### [Task description]
Below are lines of data, and only some are wanted. Please repeat exactly those from the line that has "Localize all labels, markers" through the line that has "I need the bounding".
[Given data — start]
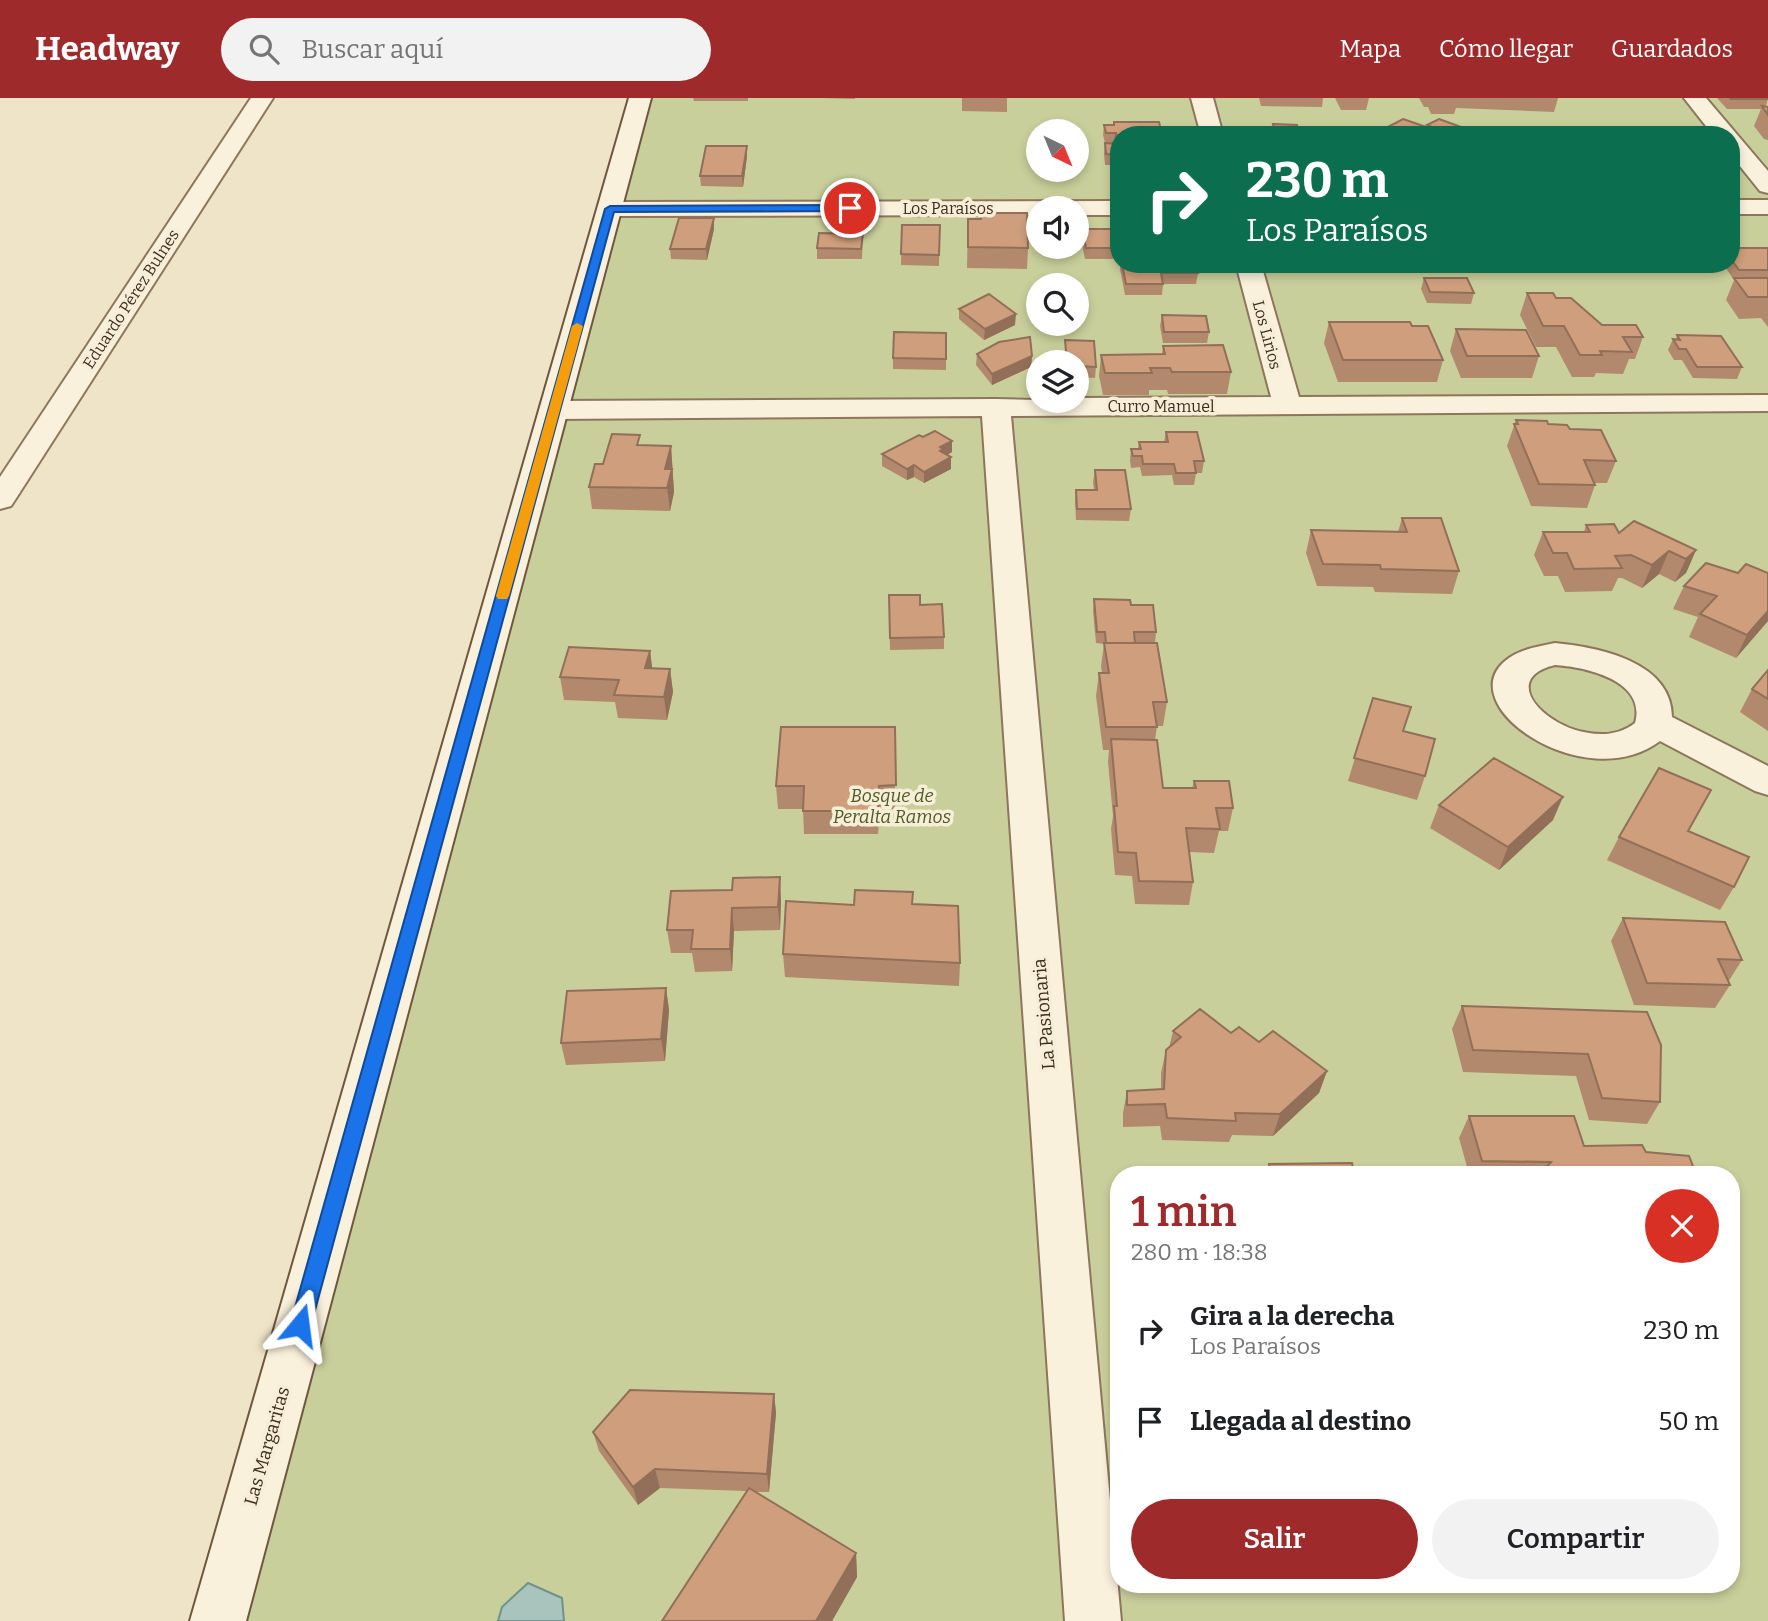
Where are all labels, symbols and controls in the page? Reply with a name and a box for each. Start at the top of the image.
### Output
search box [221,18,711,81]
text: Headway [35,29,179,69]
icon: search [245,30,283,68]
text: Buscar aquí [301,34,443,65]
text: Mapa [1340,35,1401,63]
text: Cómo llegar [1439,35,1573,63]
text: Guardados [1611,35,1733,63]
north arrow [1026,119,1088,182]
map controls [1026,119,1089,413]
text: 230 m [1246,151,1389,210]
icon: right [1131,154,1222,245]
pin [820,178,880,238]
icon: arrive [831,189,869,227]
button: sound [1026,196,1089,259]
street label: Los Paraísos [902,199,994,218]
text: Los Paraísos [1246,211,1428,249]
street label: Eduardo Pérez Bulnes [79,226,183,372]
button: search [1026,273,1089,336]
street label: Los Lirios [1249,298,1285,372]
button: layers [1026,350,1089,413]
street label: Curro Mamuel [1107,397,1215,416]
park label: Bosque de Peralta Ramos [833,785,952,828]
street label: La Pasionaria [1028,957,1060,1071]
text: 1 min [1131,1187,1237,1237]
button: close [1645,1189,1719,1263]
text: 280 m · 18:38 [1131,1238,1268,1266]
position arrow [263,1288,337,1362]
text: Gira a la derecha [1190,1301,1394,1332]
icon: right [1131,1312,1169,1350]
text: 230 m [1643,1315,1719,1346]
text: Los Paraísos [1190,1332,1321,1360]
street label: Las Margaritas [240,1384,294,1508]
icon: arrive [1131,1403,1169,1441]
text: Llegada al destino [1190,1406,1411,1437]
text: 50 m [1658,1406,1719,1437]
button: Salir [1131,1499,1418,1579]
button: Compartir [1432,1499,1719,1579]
[Given data — finish]
[Given data — start]
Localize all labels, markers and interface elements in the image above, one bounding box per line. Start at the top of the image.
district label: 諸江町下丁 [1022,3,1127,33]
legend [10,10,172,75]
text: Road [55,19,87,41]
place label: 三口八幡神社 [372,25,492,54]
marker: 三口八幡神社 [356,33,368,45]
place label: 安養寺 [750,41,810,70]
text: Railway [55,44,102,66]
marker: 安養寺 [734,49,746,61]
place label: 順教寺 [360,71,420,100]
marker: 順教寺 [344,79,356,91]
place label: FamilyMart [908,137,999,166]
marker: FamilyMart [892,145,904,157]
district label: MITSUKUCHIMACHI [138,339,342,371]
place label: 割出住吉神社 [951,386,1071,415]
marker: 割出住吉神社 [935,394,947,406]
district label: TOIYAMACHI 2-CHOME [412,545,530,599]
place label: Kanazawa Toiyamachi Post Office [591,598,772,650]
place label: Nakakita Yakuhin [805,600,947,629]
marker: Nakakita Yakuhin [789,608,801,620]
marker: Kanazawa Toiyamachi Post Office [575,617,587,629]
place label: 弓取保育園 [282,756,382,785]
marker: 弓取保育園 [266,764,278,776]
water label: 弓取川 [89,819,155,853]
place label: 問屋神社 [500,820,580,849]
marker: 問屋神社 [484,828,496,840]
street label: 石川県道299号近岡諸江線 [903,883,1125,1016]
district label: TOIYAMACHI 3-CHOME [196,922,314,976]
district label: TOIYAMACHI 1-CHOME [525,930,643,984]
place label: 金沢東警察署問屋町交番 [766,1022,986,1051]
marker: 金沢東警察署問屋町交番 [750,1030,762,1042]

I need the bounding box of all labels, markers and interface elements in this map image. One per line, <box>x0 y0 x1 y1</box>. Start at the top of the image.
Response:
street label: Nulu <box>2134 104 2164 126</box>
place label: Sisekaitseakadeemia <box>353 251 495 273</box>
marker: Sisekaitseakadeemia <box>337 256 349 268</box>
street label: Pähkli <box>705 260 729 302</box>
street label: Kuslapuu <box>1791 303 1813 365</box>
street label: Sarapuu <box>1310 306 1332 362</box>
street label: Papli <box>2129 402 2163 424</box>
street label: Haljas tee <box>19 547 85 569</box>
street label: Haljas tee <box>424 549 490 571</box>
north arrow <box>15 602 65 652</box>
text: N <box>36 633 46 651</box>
[Given data — finish]
[Given data — start]
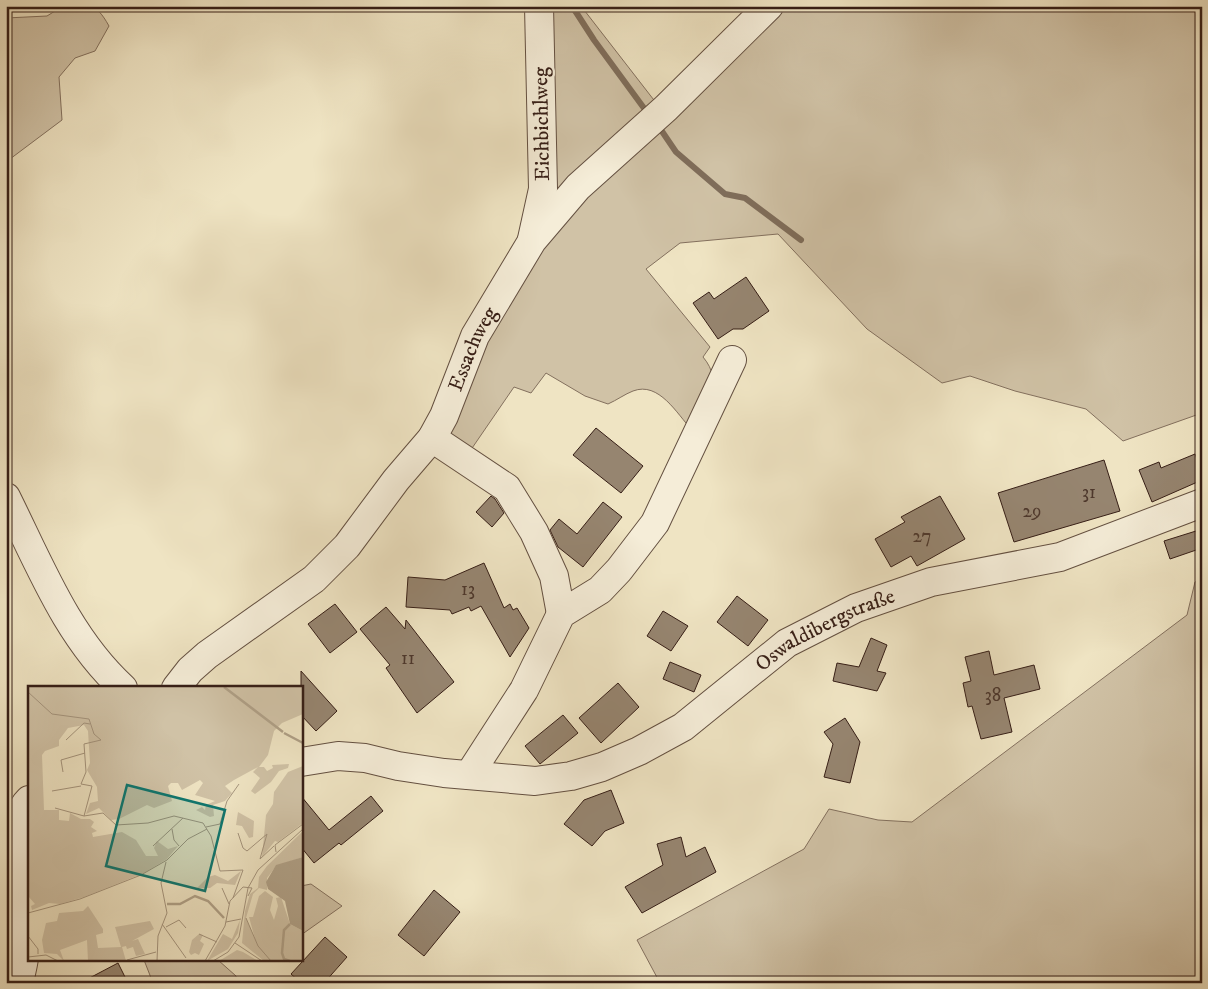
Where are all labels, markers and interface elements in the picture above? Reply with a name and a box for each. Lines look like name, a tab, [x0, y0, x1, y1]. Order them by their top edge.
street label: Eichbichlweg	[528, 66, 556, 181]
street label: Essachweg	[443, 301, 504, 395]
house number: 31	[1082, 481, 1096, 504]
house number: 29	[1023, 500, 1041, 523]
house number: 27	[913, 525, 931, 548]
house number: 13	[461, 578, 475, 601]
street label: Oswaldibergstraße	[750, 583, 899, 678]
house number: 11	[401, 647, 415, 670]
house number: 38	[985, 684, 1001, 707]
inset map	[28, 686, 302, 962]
[Given data — finish]
### [Result of this exercise]
Localize all labels, markers and interface elements in the image above, one bounding box per line. Start at the top of the image.
district label: 諸江町下丁 [1022,3,1127,33]
legend [10,10,172,75]
text: Road [55,19,87,41]
place label: 三口八幡神社 [372,25,492,54]
marker: 三口八幡神社 [356,33,368,45]
place label: 安養寺 [750,41,810,70]
text: Railway [55,44,102,66]
marker: 安養寺 [734,49,746,61]
place label: 順教寺 [360,71,420,100]
marker: 順教寺 [344,79,356,91]
place label: FamilyMart [908,137,999,166]
marker: FamilyMart [892,145,904,157]
district label: MITSUKUCHIMACHI [138,339,342,371]
place label: 割出住吉神社 [951,386,1071,415]
marker: 割出住吉神社 [935,394,947,406]
district label: TOIYAMACHI 2-CHOME [412,545,530,599]
place label: Kanazawa Toiyamachi Post Office [591,598,772,650]
place label: Nakakita Yakuhin [805,600,947,629]
marker: Nakakita Yakuhin [789,608,801,620]
marker: Kanazawa Toiyamachi Post Office [575,617,587,629]
place label: 弓取保育園 [282,756,382,785]
marker: 弓取保育園 [266,764,278,776]
water label: 弓取川 [89,819,155,853]
place label: 問屋神社 [500,820,580,849]
marker: 問屋神社 [484,828,496,840]
street label: 石川県道299号近岡諸江線 [903,883,1125,1016]
district label: TOIYAMACHI 3-CHOME [196,922,314,976]
district label: TOIYAMACHI 1-CHOME [525,930,643,984]
place label: 金沢東警察署問屋町交番 [766,1022,986,1051]
marker: 金沢東警察署問屋町交番 [750,1030,762,1042]

I need the bounding box of all labels, markers and interface elements in this map image. One per line, <box>x0 y0 x1 y1</box>. Start at the top of the image.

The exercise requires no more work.